:: WHAT YOU NEED TO DO ::
Find all the lines in the material below with the word "Kaffestuen", and copy them.

# # # # # # #

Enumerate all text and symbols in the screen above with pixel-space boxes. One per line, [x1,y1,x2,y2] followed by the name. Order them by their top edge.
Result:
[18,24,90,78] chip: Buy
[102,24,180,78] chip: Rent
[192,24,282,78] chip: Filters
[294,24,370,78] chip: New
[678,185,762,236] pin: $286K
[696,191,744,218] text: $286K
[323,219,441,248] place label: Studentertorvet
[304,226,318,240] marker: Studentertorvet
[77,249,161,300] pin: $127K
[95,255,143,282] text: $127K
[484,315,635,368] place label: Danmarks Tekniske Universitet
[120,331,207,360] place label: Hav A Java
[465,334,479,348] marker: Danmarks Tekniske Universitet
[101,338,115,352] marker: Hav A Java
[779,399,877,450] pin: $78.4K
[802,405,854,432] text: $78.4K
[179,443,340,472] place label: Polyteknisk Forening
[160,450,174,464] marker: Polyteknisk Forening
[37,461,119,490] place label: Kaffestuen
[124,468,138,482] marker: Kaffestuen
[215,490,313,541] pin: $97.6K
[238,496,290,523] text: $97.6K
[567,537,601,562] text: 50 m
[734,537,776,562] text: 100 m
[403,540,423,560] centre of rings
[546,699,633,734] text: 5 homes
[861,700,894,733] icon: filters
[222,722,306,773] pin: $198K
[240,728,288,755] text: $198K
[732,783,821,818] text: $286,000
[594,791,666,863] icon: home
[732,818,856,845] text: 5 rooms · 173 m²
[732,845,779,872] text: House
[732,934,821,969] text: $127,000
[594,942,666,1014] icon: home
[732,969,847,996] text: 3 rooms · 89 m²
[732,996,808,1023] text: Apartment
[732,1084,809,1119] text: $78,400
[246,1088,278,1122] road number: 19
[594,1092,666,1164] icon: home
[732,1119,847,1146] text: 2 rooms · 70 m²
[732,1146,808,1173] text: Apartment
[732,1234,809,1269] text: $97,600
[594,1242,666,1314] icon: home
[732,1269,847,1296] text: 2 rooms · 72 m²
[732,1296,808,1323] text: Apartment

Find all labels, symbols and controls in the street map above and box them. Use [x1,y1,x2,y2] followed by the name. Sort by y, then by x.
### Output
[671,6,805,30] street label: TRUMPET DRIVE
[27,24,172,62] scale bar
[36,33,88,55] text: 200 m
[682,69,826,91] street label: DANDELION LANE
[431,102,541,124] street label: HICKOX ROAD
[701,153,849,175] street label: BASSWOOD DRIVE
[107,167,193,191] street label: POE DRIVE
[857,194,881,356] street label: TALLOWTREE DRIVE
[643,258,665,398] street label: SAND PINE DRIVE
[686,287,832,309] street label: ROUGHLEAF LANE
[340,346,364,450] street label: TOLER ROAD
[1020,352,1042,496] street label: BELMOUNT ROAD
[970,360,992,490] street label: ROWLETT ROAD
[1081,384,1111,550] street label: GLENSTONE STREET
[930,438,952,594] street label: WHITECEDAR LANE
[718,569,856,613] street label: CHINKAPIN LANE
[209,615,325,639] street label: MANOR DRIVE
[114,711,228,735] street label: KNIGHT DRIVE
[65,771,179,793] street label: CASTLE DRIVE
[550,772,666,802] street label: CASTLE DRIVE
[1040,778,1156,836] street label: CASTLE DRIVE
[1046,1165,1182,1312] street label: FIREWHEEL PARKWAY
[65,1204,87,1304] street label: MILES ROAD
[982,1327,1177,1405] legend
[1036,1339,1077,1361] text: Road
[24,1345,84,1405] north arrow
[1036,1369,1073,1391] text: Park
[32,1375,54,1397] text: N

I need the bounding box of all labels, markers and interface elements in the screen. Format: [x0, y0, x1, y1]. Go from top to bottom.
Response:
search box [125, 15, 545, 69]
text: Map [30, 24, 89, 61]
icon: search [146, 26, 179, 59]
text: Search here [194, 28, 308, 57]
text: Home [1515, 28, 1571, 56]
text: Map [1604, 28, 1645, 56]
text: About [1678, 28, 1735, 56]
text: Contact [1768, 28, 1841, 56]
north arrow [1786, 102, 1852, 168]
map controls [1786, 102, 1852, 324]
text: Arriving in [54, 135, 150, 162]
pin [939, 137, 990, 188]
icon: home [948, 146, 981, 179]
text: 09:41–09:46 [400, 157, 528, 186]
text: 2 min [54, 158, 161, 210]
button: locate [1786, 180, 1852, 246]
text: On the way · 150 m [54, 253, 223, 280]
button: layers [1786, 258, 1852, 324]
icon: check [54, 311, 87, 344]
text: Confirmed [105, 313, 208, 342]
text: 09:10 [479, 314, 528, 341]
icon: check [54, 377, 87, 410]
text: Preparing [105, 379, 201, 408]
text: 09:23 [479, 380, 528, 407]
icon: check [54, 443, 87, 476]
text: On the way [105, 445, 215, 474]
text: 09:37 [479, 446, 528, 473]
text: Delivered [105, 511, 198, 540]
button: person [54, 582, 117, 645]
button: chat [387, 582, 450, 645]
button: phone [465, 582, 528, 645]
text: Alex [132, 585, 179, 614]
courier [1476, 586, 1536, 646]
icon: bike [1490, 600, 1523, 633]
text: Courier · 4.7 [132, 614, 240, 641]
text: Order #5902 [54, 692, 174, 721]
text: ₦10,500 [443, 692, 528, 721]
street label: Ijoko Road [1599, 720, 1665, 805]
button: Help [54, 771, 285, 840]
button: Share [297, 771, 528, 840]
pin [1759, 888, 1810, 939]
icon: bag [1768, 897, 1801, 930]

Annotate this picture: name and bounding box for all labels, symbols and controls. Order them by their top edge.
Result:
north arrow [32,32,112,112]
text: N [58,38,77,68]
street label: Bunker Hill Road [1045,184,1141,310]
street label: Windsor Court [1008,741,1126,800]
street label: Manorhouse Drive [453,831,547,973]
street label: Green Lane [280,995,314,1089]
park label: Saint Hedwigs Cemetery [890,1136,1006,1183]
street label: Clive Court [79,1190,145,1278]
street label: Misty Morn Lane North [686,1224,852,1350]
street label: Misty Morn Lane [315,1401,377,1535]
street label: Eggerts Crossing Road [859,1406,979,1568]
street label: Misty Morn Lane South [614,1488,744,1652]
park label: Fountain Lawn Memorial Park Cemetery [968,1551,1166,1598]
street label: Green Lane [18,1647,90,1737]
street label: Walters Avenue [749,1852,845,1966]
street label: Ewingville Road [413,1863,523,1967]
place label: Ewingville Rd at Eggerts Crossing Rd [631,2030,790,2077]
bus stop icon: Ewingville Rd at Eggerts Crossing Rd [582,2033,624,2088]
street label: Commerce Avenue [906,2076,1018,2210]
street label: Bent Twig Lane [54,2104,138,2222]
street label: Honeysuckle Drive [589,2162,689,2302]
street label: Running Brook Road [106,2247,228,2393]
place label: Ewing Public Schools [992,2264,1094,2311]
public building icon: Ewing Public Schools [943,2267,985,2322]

# # # # # # #

:: FINISHED EXERCISE ::
[37,461,119,490] place label: Kaffestuen
[124,468,138,482] marker: Kaffestuen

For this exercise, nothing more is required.